Wifey Lifey

Quiet Love

Call me crazy, but I’ve always been a firm believer in the 11:11 superstition. It’s simple- you see 11:11 on the clock, you make a wish. For as long as I can remember, I’ve had the same wish- to build a life with someone that I was head-over-heels in love with. Middle school, high school, early adult years- while others were probably wishing for money and success, I was wishing for the suburban dream. 

I laugh thinking back at this now. Not because love was my priority, but at the irony in the fact that I didn’t have a clue what this kind of love even looked like. I mostly blame Nicholas Sparks and John Hughes for the unrealistic portrayal I’ve had of a true relationship. Grand gestures, elaborate nights out, maybe some fights- as long as they ended in groveling and passionate kisses. We’re raised watching movies with John Bender slamming his fist in the air after scoring the prom queen, Noah declaring himself a bird because Allie thinks she is, Johnny demanding that we not put Baby in the corner. And don’t get me started on the unnecessary sacrifice Jack made to fit Rose on that damn door. There was plenty of room. 

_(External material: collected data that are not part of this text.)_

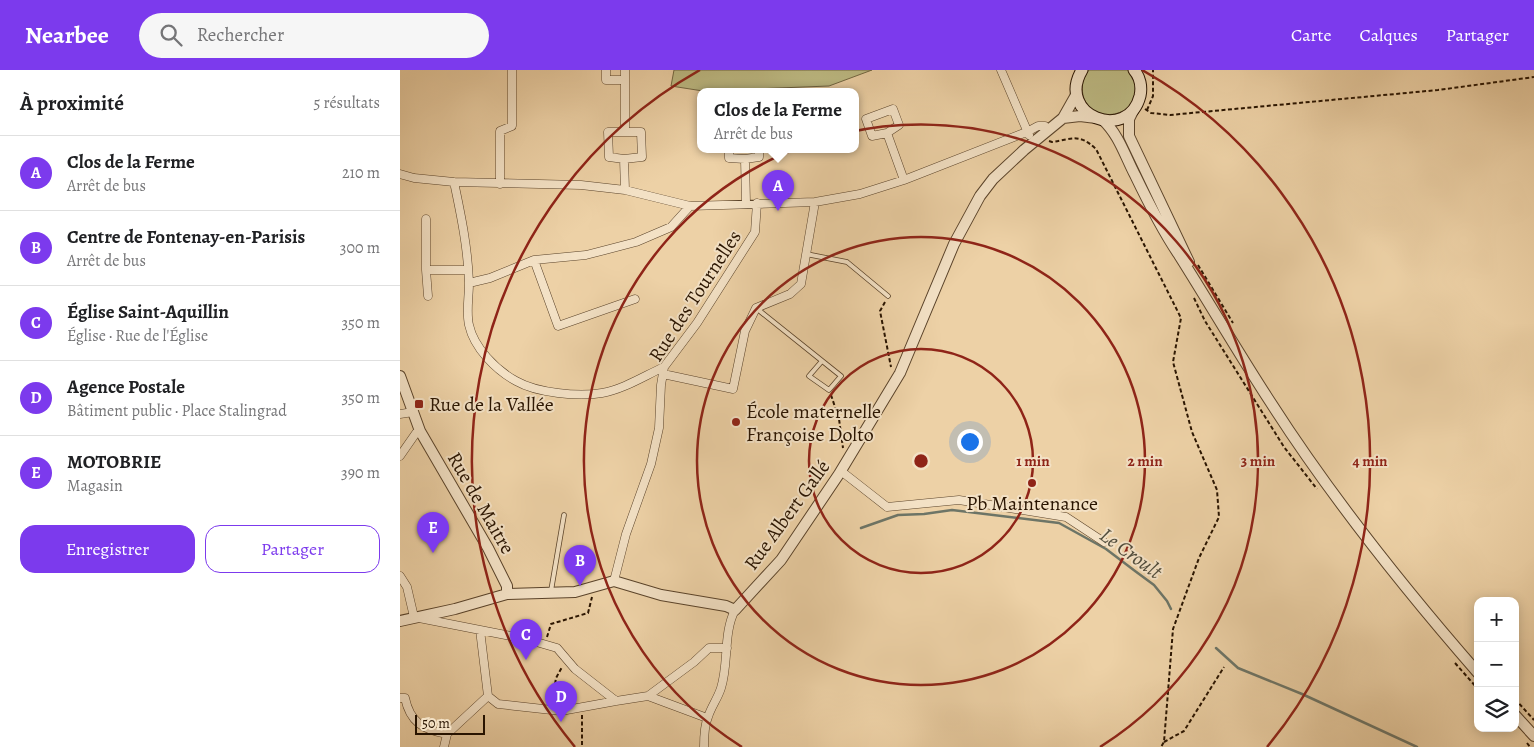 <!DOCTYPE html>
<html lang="fr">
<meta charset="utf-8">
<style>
body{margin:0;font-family:Alegreya,serif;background:#f6f6f6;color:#202124}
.controls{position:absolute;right:15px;bottom:15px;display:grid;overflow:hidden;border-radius:10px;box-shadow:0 2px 12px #0003}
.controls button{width:45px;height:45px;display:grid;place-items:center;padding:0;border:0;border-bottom:1px solid #e0e0e0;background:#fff;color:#202124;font:25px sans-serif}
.scale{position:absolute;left:15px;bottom:12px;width:70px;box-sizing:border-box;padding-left:5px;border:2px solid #291400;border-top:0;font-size:14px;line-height:18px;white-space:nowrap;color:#291400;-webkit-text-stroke:4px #f3e1c5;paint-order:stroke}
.you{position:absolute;left:569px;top:371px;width:18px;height:18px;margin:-12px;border:4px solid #fff;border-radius:50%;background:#1a73e8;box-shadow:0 0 0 8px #1a73e833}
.badge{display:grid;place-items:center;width:32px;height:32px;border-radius:50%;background:#7c3aed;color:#fff;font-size:16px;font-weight:700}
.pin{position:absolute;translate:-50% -41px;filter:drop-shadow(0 1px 2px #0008)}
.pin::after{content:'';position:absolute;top:26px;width:18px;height:15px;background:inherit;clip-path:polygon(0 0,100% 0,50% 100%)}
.popup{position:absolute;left:297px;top:18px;width:162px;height:65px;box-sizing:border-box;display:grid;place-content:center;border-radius:10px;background:#fff;filter:drop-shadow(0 1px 4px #0005);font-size:16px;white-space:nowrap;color:#757577}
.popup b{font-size:19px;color:#202124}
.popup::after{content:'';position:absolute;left:50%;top:100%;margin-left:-10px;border:10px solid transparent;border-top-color:#fff}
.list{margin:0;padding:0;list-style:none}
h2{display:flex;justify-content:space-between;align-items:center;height:65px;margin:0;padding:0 20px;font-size:21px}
h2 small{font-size:16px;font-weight:400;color:#757577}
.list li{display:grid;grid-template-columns:32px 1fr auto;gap:15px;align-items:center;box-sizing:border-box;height:75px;padding:0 20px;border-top:1px solid #e0e0e0}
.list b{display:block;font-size:19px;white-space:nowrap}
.list p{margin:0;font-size:16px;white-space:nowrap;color:#757577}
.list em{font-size:16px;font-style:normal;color:#757577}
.actions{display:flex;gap:10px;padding:15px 20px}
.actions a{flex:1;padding:11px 0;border:1px solid #7c3aed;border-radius:15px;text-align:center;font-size:18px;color:#7c3aed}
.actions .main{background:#7c3aed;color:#fff}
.icon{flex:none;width:28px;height:28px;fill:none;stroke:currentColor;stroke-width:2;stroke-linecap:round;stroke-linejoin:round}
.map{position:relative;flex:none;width:1134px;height:677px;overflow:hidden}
header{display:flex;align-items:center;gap:30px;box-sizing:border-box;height:70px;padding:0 25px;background:#7c3aed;color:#fff}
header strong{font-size:24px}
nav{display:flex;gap:28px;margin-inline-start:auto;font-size:18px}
.search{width:350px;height:45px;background:#f6f6f6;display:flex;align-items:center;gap:12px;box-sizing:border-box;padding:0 18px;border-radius:28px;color:#757577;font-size:19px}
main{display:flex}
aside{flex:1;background:#fff}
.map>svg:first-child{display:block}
.green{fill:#bdba83;stroke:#736742}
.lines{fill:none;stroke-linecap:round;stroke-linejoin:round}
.stream{stroke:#6d7567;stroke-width:2.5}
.service-casing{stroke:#5a432a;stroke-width:5.5}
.minor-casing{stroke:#5a432a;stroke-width:9}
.tertiary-casing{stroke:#5a432a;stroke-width:12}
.secondary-casing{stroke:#291400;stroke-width:13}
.path{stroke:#291400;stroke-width:2;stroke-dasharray:4 2.5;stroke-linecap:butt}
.service{stroke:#f3e1c5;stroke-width:4}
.minor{stroke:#f3e1c5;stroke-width:8}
.tertiary{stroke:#f3e1c5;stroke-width:10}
.secondary{stroke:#f3e1c5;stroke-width:11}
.ring{fill:none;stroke:#8f2418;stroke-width:2.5}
.poi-dot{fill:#8f2418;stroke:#f3e1c5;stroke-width:2}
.labels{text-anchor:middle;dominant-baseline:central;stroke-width:4;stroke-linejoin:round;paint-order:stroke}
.street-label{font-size:20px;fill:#291400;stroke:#f3e1c5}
.poi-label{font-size:20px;fill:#291400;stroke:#f3e1c5;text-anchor:start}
.water-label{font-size:21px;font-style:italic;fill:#514d3c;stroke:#f3e1c5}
.centre{fill:#8f2418;stroke:#f3e1c5;stroke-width:2.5}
.ring-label{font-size:15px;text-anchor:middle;font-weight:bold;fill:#8f2418;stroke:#f3e1c5;stroke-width:4;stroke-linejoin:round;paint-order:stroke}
</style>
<header>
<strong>Nearbee</strong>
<div class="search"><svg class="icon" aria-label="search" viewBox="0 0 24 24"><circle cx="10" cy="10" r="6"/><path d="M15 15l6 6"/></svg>Rechercher</div>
<nav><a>Carte</a><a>Calques</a><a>Partager</a></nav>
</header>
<main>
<aside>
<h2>À proximité<small>5 résultats</small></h2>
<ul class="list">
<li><span class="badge">A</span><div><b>Clos de la Ferme</b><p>Arrêt de bus</p></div><em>210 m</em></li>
<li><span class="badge">B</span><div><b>Centre de Fontenay-en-Parisis</b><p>Arrêt de bus</p></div><em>300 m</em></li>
<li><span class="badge">C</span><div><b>Église Saint-Aquillin</b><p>Église · Rue de l'Église</p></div><em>350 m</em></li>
<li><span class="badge">D</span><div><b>Agence Postale</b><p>Bâtiment public · Place Stalingrad</p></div><em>350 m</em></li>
<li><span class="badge">E</span><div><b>MOTOBRIE</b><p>Magasin</p></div><em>390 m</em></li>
</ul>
<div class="actions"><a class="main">Enregistrer</a><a>Partager</a></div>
</aside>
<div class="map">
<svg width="1134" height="677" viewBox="0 0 1134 677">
<rect width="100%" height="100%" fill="#edd1a6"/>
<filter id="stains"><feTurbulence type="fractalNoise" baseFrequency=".004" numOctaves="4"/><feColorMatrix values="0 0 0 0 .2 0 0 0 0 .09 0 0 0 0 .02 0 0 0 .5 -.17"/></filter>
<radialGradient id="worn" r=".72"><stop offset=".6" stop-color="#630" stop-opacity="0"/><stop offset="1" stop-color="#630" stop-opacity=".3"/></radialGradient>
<path class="green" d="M274 0H472L429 16 303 21 271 16Z
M689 0H729C731 4 735 9 736 14 742 47 691 57 683 25 681 16 683 7 689 0Z"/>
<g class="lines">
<path class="stream" d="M461 458 498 445 524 444 552 440 659 453 706 479 735 501 754 515 767 531 771 539
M816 578 838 598 902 624 1017 677"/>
<defs>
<path id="service" d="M406 184 447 192 488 226
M356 238 441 306 429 320 409 306 422 291
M151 521 164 445"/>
<path id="minor" d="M206 0V10H225
M225 0V62H241L242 87 224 89 225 120
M601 0 629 65
M487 63 472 66 466 49 493 39 499 55 487 63 504 110
M625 63 638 56H645L648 59
M329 80V88L345 89 359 87V80
M224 89 209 87 208 62H225
M345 89 346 133
M0 104 14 108 54 112 181 115 225 120 290 136 415 132 460 124 504 110 624 63
M54 112C61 145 68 179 69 213 69 227 66 242 69 255 74 278 96 300 116 311 137 323 178 327 202 323 224 319 244 306 264 297
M100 114V61L112 56V0
M26 149V200
M134 190 158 256 235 229
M69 213 90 208 134 190 186 185 236 172 271 157 290 136
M28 226 26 200H68
M263 304 333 319 345 261 356 238 390 224 401 214 415 132
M0 344 13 342
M0 386 16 363 20 361
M441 401 487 437 559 430 666 447 704 472
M0 506 7 517 14 547 126 569 157 578 175 599 216 631
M214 511 226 464 251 394 259 358 261 315 264 297 297 253 355 162 357 133
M88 626 98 634 161 641 216 631 248 626 307 648
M248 626 294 592 309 578H327
M0 628H5C10 652 23 660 47 664
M44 677 47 664 88 626 80 560
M304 677C304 667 304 656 308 647 311 637 318 628 321 618 329 593 323 563 335 540"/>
<path id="tertiary" d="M734 39 729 49V66L789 192
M663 48 680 46 696 48
M703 50C719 65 725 86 735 105 748 132 762 160 779 185 810 234 839 284 871 333 932 428 1003 517 1078 603
M0 306 20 361 88 478 107 516V524
M0 551 55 539 107 524 175 522 214 511 261 525 326 536 335 540 381 490 439 404 500 303 554 174 580 126 593 109 624 80 663 48 676 25
M1115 645 1134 666"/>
<path id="secondary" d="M682 0C655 46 728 73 740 26 742 17 740 7 734 0"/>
</defs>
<use href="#service" class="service-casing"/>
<use href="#minor" class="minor-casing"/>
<use href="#tertiary" class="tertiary-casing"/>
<use href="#secondary" class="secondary-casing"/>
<path class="path" d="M745 39 751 43 770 45 1038 20 1134 7
M747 40 753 26V0
M649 71 652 72C672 69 679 63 696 79L781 248 773 292 792 362 817 420 819 447 799 488 773 559 764 672 761 677
M798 195 833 253
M794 228 805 251 884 377 917 419
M485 232 480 241 491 297
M431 325 439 349 443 378
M147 567 151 554 188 543 192 527
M1055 593 1078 619
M1115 629 1134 650
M152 633 156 608 162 597
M182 645V677
M764 672 784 661 824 597
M1127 673 1130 677"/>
<use href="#service" class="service"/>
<use href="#minor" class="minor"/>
<use href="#tertiary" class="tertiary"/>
<use href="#secondary" class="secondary"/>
</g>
<g class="ring">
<circle cx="521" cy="391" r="112"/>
<circle cx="521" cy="391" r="224"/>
<path d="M342 677A337 337 0 1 1 700 677"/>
<path d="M175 677A449 449 0 0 1 300 0M742 0A449 449 0 0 1 867 677"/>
</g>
<g class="poi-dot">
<rect x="14" y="329" width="10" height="10" rx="2.5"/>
<circle cx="336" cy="352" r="5"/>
<circle cx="632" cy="413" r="5"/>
</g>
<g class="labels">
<g class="street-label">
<text transform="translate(295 226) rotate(-57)">Rue des Tournelles</text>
<text transform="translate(81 433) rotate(60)">Rue de Maitre</text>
<text transform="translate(387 445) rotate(-54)">Rue Albert Gallé</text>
</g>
<g class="poi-label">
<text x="29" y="334">Rue de la Vallée</text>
<text x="346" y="341">École maternelle<tspan x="346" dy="23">Françoise Dolto</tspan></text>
<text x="632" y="433" text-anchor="middle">Pb Maintenance</text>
</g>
<g class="water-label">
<text transform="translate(731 483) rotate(36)">Le Croult</text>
</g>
</g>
<circle cx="521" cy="391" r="8" class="centre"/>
<g class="ring-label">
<text x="633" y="396">1 min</text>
<text x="745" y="396">2 min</text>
<text x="858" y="396">3 min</text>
<text x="970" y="396">4 min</text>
</g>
<rect width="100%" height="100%" filter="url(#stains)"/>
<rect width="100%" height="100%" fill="url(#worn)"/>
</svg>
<div class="controls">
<button>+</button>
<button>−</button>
<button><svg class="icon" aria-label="layers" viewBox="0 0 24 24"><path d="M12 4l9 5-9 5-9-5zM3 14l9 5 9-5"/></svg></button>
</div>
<div class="scale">50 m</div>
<div class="you"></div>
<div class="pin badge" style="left:378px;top:141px">A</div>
<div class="popup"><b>Clos de la Ferme</b>Arrêt de bus</div>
<div class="pin badge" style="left:180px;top:516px">B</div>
<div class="pin badge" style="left:126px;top:590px">C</div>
<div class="pin badge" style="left:161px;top:652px">D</div>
<div class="pin badge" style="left:33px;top:483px">E</div>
</div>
</main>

I spent all this time growing up and early in my marriage thinking this was the way it was supposed to be. Thinking that love had to be sparkly and showy. Thinking arguments should be big and dramatic. Expecting that my life should be that of a romance novel. The louder the love, the better. 

Call me older and wiser, but I’ve come to realize that this isn’t what my kind of true love looks like. I need stability. I need plans. I need consideration and support. For me, love can’t be drama; it needs control. It’s compromising and balancing. It’s finding the fun in the chaos and making my partner laugh. It’s finding someone that doesn’t try to fix my quirks but celebrates them instead. It’s being with someone that can hold up to my banter and maybe throw a little back at me. I see this now in our daily lives. The quiet little things we do, while maybe silly, feed my soul and send me head-over-heels. 

  • He rolls his eyes when I jam out to Taylor Swift in the bathroom, and I let him play endless 90’s country in the truck
  • I let him use my conditioner. He throws away the empty containers I leave in the shower. 
  • He waits to walk up the stairs so I’m not left in the dark after double-checking the locks for the fourth and final time. 
  • I pet the dog. He scoops the poop.
  • He automatically chooses the side of the bed that is closest to the door, knowing I can’t be the first person attacked if an intruder enters the room
  • He’s the early bird. I’m the night owl.
  • I laugh at his ridiculous jokes, mostly so he’s not the only one laughing
  • He modernizes my rustic farmhouse and I warm his sterile décor. 
  • He teaches me about Adam Sandler and I don’t judge his fascinations with Devil Wears Prada, Coyote Ugly, and Pretty Woman
  • He reminds me to “buck up” when I need to and lets me cry when I need to. 
  • He lets me sleep in and I roll my eyes every morning when he greets me with, “Oh you’re up. Good afternoon!”
  • He sits in the C-Suite of our relationship as CFO. I keep us fun as CPP (chief party planner). The battle remains for CEO.
  • He encourages me to be a powerful, independent woman but backs me up when I need it.
  • He books the flights; I coordinate the activities.
  • He routinely introduces me to the vacuum. I refrain from stealing that joy from him. 
  • I let him think that he’s in charge, and he teaches me the importance of planning. 
  • He makes the to-do list. I shake my head and laugh at the to-do list.  
  • He pokes fun at my television choices but makes space for me each Sunday evening to enjoy my dragons 
  • He’s accepted that we will always sleep with a fan on. I pretend to laugh when he jokes about the subzero temps every night when crawling into bed.  
  • He pushes me when I need the nudge and holds back when I need the space

Our relationship is nowhere near perfect. I actually don’t know if that’s even in our 10- or 20-year plan. But I’ve always been promised “someday”. When I would ask him about getting married- “someday”. When I would ask him about a dog- “someday”. When I would ask him about kids- “someday”. Although absolutely frustrating in the moment, he’s always held true to his promise to me. All of our “somedays” have turned into “tomorrow’s”, “today’s”, and “yesterday’s”. And here we are celebrating our 10 year anniversary. He’s shown me what true love means and that in reality, love doesn’t always need to be a crazy little thing. It doesn’t have to involve a boom box outside your window or a cry out from a balcony. To be honest, it didn’t really work out well for Romeo and Juliet in the long run. 

So I encourage you to watch the clock. Make your wish for quiet love. Because for future reference, and speaking from experience, quiet love is the strongest of all.